Content starts
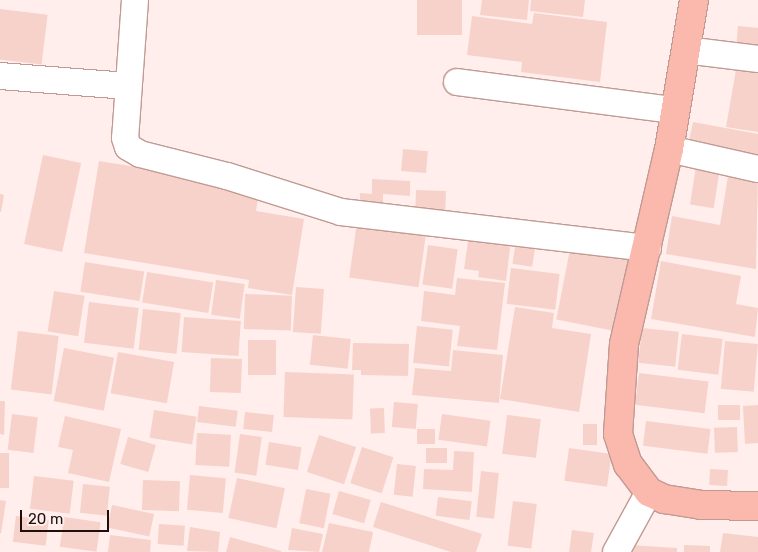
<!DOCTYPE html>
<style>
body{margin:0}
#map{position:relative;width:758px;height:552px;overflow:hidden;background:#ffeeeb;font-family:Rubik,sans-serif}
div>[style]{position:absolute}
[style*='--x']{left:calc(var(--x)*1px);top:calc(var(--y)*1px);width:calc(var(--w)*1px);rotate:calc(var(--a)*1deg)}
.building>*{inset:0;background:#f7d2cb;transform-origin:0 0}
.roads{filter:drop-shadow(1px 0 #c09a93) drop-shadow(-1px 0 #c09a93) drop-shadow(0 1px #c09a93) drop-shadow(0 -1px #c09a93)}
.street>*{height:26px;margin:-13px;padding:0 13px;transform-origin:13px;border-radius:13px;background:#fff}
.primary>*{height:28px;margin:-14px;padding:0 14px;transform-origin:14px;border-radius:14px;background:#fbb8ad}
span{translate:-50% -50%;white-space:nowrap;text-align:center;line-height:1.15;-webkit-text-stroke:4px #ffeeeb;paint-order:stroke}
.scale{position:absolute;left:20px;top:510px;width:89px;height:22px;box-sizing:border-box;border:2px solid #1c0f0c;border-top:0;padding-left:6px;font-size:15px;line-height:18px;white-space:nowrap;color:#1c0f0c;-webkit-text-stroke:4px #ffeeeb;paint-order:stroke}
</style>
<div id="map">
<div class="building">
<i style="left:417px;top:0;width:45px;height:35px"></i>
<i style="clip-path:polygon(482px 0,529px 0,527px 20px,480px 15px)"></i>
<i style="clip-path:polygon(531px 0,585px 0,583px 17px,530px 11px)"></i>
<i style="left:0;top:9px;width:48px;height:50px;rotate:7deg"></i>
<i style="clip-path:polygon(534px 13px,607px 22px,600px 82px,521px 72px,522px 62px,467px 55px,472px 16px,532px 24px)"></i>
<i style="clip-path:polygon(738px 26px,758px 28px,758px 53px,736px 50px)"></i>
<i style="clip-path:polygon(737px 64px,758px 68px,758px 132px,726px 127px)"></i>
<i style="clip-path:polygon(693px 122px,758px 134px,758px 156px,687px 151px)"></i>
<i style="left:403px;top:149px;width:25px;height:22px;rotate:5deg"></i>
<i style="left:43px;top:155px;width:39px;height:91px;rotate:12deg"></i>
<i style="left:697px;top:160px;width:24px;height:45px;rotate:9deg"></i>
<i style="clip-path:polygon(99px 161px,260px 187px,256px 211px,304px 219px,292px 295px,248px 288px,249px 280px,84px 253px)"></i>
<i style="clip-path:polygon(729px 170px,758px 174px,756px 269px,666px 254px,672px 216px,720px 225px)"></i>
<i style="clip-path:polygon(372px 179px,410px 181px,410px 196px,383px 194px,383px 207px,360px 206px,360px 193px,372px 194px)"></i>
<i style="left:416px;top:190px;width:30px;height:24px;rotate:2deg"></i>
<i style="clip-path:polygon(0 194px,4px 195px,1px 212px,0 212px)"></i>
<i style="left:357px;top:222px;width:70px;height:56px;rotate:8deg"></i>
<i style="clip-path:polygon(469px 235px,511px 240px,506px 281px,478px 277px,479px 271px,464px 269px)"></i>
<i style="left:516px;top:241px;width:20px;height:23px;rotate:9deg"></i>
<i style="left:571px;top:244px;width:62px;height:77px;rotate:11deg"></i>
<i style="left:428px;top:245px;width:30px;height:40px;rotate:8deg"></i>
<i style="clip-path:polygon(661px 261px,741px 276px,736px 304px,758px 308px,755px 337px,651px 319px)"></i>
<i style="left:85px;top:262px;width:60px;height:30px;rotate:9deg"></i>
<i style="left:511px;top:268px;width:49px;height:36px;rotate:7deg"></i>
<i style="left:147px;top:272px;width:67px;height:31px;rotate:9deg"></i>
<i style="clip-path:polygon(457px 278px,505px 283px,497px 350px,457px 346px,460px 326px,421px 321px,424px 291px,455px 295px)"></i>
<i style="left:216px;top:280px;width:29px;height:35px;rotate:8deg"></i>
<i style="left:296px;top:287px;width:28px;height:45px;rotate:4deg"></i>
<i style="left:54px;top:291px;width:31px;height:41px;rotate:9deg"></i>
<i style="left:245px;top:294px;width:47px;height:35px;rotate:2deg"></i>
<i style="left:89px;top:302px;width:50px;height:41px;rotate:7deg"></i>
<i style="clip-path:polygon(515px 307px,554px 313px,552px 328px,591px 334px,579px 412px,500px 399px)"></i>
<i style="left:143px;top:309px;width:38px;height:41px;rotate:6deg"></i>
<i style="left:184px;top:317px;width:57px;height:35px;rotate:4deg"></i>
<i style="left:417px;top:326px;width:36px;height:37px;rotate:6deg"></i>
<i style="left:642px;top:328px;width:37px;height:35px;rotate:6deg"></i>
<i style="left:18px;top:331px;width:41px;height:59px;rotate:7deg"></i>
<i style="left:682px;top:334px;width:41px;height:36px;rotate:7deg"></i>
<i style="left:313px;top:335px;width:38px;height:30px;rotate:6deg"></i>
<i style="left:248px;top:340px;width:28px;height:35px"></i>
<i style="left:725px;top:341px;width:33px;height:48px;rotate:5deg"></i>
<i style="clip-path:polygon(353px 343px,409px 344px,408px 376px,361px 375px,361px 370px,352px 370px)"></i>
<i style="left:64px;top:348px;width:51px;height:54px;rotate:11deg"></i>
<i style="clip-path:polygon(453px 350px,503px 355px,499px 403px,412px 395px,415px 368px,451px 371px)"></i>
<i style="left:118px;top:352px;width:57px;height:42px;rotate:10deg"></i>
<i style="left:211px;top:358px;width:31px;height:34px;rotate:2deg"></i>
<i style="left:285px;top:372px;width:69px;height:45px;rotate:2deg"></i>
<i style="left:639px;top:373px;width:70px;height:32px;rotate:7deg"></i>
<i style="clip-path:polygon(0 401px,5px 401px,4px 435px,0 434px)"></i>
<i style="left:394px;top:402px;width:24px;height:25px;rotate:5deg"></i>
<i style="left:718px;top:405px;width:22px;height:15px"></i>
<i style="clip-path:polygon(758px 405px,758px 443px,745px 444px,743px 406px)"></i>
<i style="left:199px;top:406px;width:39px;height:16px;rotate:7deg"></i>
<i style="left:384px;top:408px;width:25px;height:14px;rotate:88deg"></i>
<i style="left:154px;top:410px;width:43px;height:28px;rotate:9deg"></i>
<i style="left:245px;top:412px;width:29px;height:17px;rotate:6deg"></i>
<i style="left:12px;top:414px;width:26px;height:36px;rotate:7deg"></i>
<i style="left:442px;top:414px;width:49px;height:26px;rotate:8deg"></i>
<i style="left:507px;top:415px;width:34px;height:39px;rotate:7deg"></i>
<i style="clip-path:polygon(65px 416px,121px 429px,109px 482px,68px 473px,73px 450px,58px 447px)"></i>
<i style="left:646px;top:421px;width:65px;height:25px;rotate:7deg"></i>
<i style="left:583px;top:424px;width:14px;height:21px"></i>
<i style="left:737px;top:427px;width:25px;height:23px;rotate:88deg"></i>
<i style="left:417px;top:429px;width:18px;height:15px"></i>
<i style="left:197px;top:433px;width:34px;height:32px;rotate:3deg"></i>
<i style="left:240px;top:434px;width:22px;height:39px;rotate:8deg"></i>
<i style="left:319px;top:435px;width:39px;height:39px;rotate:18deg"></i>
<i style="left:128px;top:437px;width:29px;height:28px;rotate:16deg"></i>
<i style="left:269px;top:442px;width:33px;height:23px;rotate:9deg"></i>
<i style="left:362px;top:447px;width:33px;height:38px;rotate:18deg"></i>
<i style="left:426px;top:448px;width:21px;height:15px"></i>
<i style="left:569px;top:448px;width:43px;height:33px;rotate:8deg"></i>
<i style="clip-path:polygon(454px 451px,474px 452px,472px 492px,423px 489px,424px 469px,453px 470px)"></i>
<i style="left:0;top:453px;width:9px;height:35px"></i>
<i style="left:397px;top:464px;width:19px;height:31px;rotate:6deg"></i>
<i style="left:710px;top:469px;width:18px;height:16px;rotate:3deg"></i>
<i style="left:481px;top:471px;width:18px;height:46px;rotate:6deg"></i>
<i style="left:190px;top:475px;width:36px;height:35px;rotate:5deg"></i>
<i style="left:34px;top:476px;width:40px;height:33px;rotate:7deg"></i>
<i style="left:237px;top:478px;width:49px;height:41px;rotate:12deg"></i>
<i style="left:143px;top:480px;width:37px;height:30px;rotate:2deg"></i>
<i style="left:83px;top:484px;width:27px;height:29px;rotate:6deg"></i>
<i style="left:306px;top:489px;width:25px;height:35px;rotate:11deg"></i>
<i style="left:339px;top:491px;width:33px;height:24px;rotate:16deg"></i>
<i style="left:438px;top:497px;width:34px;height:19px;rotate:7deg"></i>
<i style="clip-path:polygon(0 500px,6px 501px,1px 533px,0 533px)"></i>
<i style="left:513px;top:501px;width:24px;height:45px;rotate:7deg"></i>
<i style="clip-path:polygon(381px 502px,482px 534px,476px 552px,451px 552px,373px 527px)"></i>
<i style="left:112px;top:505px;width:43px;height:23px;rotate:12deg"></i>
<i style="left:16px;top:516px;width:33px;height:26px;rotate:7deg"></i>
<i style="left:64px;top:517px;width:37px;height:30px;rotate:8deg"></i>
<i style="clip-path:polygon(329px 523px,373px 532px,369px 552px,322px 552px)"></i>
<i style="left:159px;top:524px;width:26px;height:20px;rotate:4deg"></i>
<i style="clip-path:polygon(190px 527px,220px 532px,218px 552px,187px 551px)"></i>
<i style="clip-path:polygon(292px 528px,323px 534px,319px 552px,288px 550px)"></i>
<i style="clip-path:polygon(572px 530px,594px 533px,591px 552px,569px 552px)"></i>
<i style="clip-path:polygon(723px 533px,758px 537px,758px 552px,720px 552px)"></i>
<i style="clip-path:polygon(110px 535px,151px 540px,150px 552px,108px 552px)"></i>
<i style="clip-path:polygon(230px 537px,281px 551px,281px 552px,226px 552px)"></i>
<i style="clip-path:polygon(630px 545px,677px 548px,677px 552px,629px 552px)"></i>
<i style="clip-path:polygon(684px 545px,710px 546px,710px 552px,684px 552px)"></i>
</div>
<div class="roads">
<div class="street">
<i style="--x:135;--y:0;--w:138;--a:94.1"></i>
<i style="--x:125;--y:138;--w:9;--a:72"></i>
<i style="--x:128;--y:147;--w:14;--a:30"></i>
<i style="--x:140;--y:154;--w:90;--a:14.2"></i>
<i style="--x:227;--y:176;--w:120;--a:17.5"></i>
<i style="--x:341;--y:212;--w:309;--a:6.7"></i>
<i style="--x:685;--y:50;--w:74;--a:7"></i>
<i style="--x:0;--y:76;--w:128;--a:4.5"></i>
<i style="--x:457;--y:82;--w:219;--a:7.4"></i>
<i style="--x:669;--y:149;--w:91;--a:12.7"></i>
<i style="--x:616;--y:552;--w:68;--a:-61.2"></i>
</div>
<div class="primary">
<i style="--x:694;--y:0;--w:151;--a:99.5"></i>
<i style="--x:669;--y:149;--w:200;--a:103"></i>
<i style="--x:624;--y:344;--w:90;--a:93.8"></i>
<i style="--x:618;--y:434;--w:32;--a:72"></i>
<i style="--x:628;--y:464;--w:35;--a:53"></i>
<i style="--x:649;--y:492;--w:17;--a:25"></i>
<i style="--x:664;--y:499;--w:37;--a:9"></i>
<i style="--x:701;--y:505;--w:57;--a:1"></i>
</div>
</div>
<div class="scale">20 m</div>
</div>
Content ends
The required output is the exact run of lines from the start of the records through the line containing "0 #c09a93) drop-shadow(-1px", both ends included, with no pictures.

* _THE ANSWER_
<!DOCTYPE html>
<style>
body{margin:0}
#map{position:relative;width:758px;height:552px;overflow:hidden;background:#ffeeeb;font-family:Rubik,sans-serif}
div>[style]{position:absolute}
[style*='--x']{left:calc(var(--x)*1px);top:calc(var(--y)*1px);width:calc(var(--w)*1px);rotate:calc(var(--a)*1deg)}
.building>*{inset:0;background:#f7d2cb;transform-origin:0 0}
.roads{filter:drop-shadow(1px 0 #c09a93) drop-shadow(-1px 0 #c09a93) drop-shadow(0 1px #c09a93) drop-shadow(0 -1px #c09a93)}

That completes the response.